Августа ЛаВей и ее муж Джо, торговец алкоголем, воспитывали Тони, как и любого другого, смышленого, уравновешенного мальчика, пытаясь привить ценности среднего класса без диктаторского навязывания какой-либо религии. К возрасту семи лет, он вырос на рассказах о сверхъестественном и оккультном, которыми он будет увлечен  всю оставшуюся жизнь. Не в силах полностью понять прочитанное из-за юного возраста, он искал совета у бабушки по материнской линии, Любы Колтон (в девичестве Лупеску-Примакова, от отца-цыгана и матери-еврейки), которая потчевала Тони тайнами ее трансильванской родины: суевериями, которые передаются из поколения в поколение и включены в самую известную вампирскую легенду — «Дракула». Вой собак, когда их хозяева умирают, опасения, что, сфотографировавшись, вы лишились частички души, что  значит, когда птица влетела в дом — все это были ночные страхи, ниткой пронизывающие рассказы бабушки Колтон. Сцены кровавых битв против турецких и русских оккупантов, между Венгрией и Румынией за право управлением, стимулировало воображение Тони. Его бабушка иногда  откланялась от главной темы и рассказывала о чудаках в его собственной семье — покойный муж, Бориса Колтон, был троцкистом и ярым иконоборцем из древнего грузинского племени Тогарма (от которого Toгаре, известный Евразийский дрессировщик диких зверей, взял свое имя), и ее брат, который путешествовал с цирками и аттракционами от Черного моря до Венгрии как дрессировщик медведей. Юный Тони скорее был гораздо дружнее с личностями, о которых он читал или слышал, чем с любым из его сверстников.

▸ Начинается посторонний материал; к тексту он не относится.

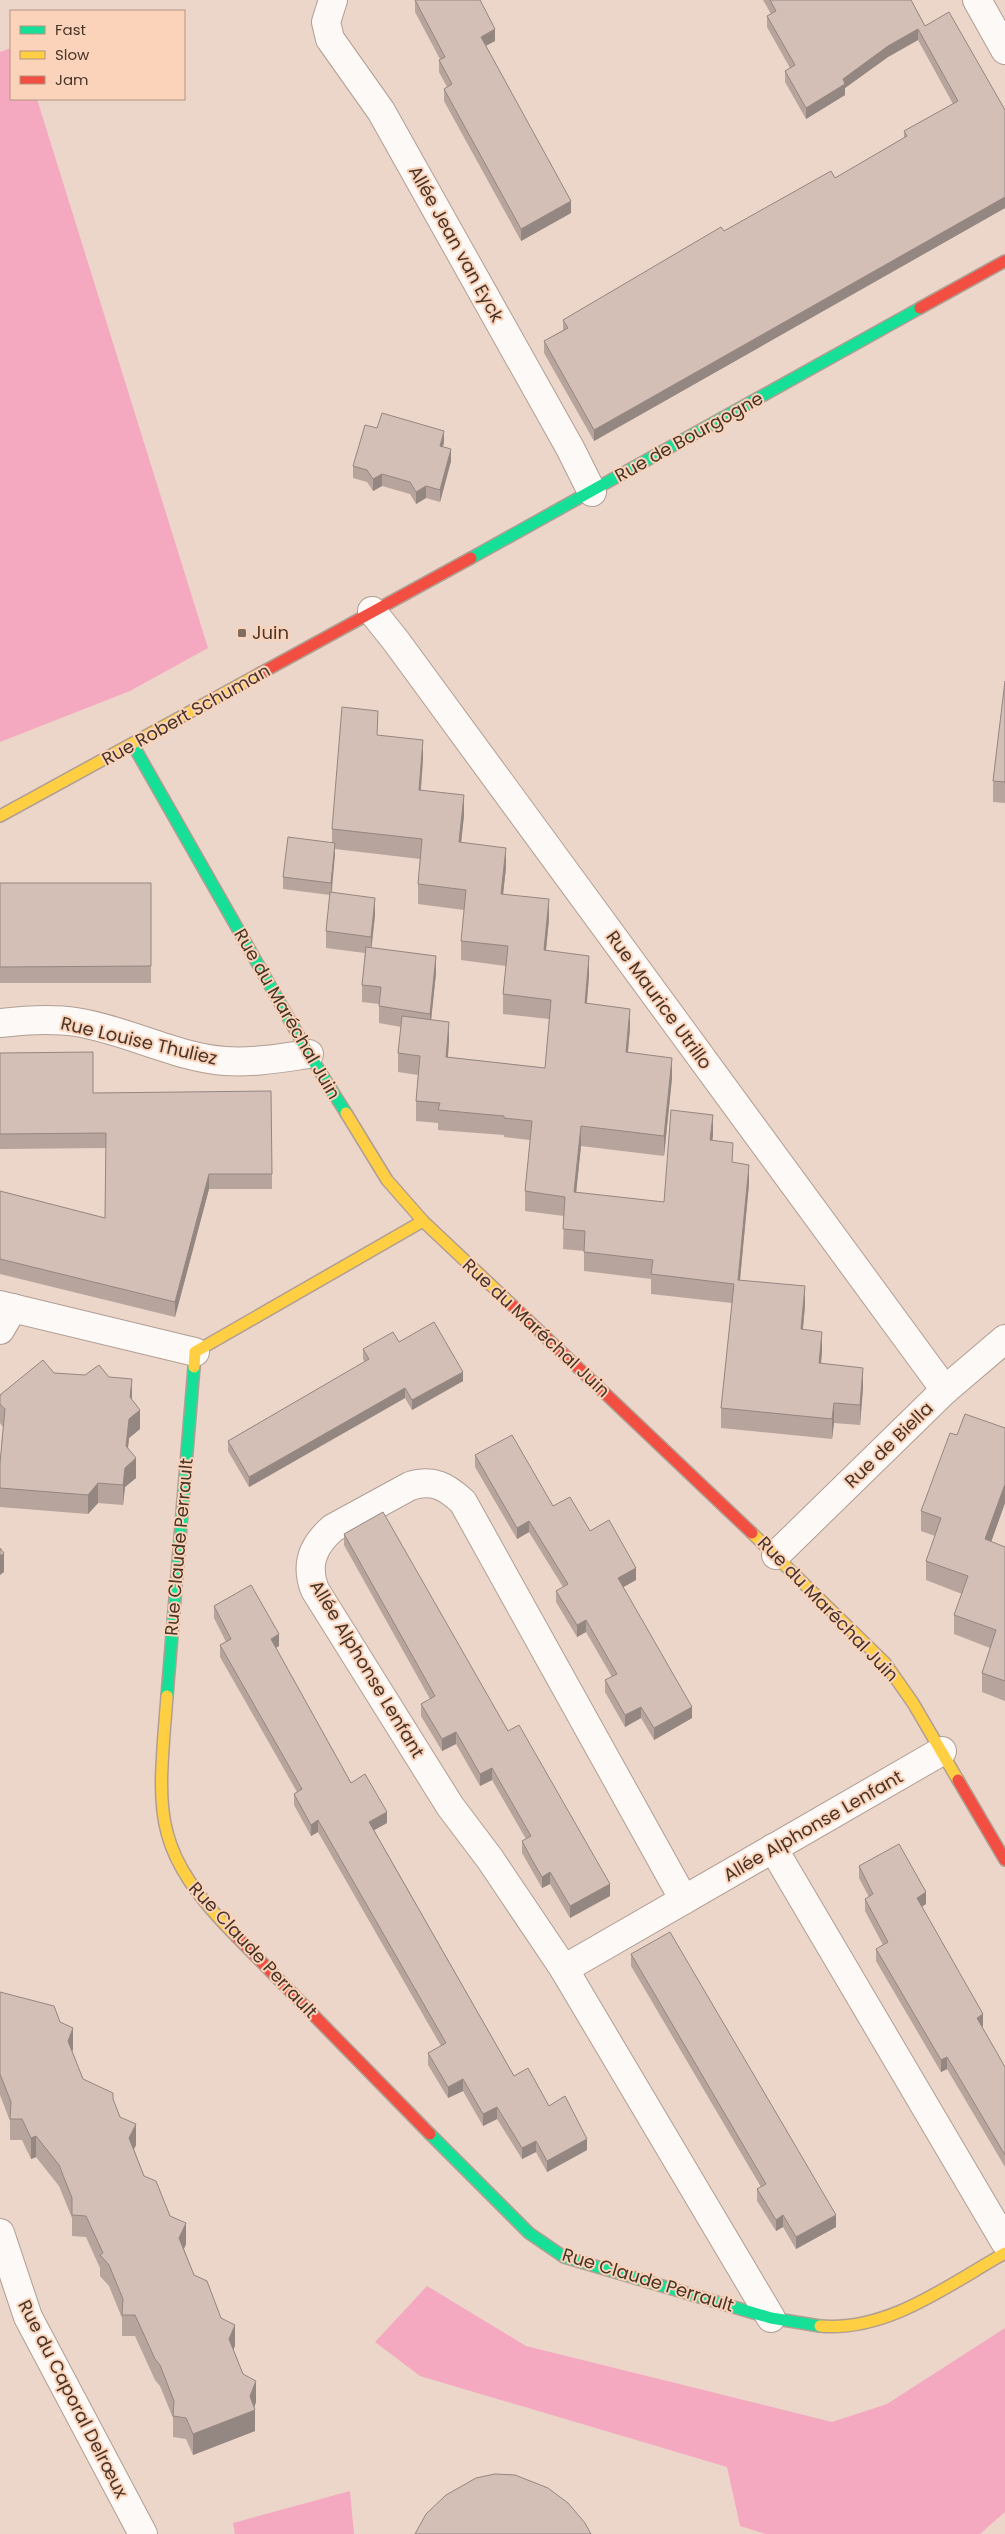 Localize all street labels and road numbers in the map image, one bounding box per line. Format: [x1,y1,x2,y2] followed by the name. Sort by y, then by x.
[403,161,510,327] street label: Allée Jean van Eyck
[610,385,767,488] street label: Rue de Bourgogne
[97,658,274,771] street label: Rue Robert Schuman
[228,924,347,1104] street label: Rue du Maréchal Juin
[601,925,718,1074] street label: Rue Maurice Utrillo
[58,1010,220,1071] street label: Rue Louise Thuliez
[457,1253,616,1403] street label: Rue du Maréchal Juin
[839,1396,938,1493] street label: Rue de Biella
[158,1457,199,1637] street label: Rue Claude Perrault
[752,1530,904,1687] street label: Rue du Maréchal Juin
[304,1575,431,1762] street label: Allée Alphonse Lenfant
[718,1764,907,1887] street label: Allée Alphonse Lenfant
[183,1876,323,2023] street label: Rue Claude Perrault
[559,2242,737,2318] street label: Rue Claude Perrault
[13,2295,135,2503] street label: Rue du Caporal Delrœux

Не совсем удовлетворенный историями своей бабушки, Тони начал изучать истоки  сомнительных сказок, которые она ему рассказывала. Свободный от сильно религиозного, суеверного воспитания, Тони  самоучкой начал изучать  темную сторону оккультизма. Он жадно читал все, что он мог найти по этому предмету: классические ужасные истории о приведениях, «Дракулу» Брэма Стокера, «Франкенштейна» Мэри Шелли, и самое популярное периодическое издание ужасов того времени, журнал «Фантастические истории». В возрасте12 лет, Тони уже просмотрел и успел разочароваться широко распространенными гримуарами,  такими как Альберт Великий и Шестой и Седьмой том Книги Моисея. Он посчитал магические трактаты Монтегю Саммерса и Артура Уэйта  загруженными бесполезной ерундой и сосредоточился на настоящем волшебстве гипноза и сценических эффектов. После того, как он поглотил «Практические уроки  гипнотизма» д-ра Уильяма Уэсли Кука, Тони быстро научился применять свои методы с большим успехом. Вспоминая свои детские исследования, ЛаВей признается: «Я заглянул во все гримуары, и все они были дерьмом. Черчение магического круга, чтобы защитить себя! Когда я начал разработку своих ритуалов, от чувства досады из-за увиденного, я сформировал светящейся пентакль для привлечения этих сил. Потом я прочитал Уильяма Мортенсена (фотографа, который написал «Приказ смотреть»). И я понял, что это волшебство. Это то, что я искал. Но этого не может быть. Это всего лишь книжонка о фотографических методах. Мне пришлось перебороть себя. Но, в конце концов, я понял, что это настоящее волшебство. Я основывался на этом,  как на  настоящем волшебстве. Я больше полагался на художественную литературу для поиска магической истины. Лавкрафт, Карнаски Ходгесон, в «Гончих  из Тиндалос» Лонга — вот где я нашел пищу для размышлений, то, что я не мог найти в так называемых «опасных»  книгах черной магии.

«Случалось ли, что кто-то вызвал демонов, как своих друзей? Я думаю, что да. Это заставляет полагать, что люди, вероятно, делали это в тщательно охраняемых подземельях, и возможно, они об этом умолчали, так как  достигли положительных результатов».

Становилось все более очевидным, что интересы Тони в корне отличались от интересов среднестатистического мальчика. Его никогда не интересовал соревновательный спорт, который он считал «нездоровым». Но он никогда не испытывал проблем с заведением друзей — его дом всегда был полон детей, которые ожидали от Тони организации нескольких интересных мероприятий в день. Он придумывал шуточные рыцарские ордены и тайные сообщества, но разочаровывался, так как другие мальчишки выходили из роли или теряли интерес слишком быстро. Чаще всего, общение с другими детьми  иссушали ЛаВея. «Они приходили ко мне, восторженные моими идеями, все разрушали, а затем возвращались домой». ЛаВея не сильно беспокоила его неспособность вписаться в общество.  «Я никогда не был «бунтарем», потому что мне не было против чего бунтовать. В первую очередь, меня никуда не принимали».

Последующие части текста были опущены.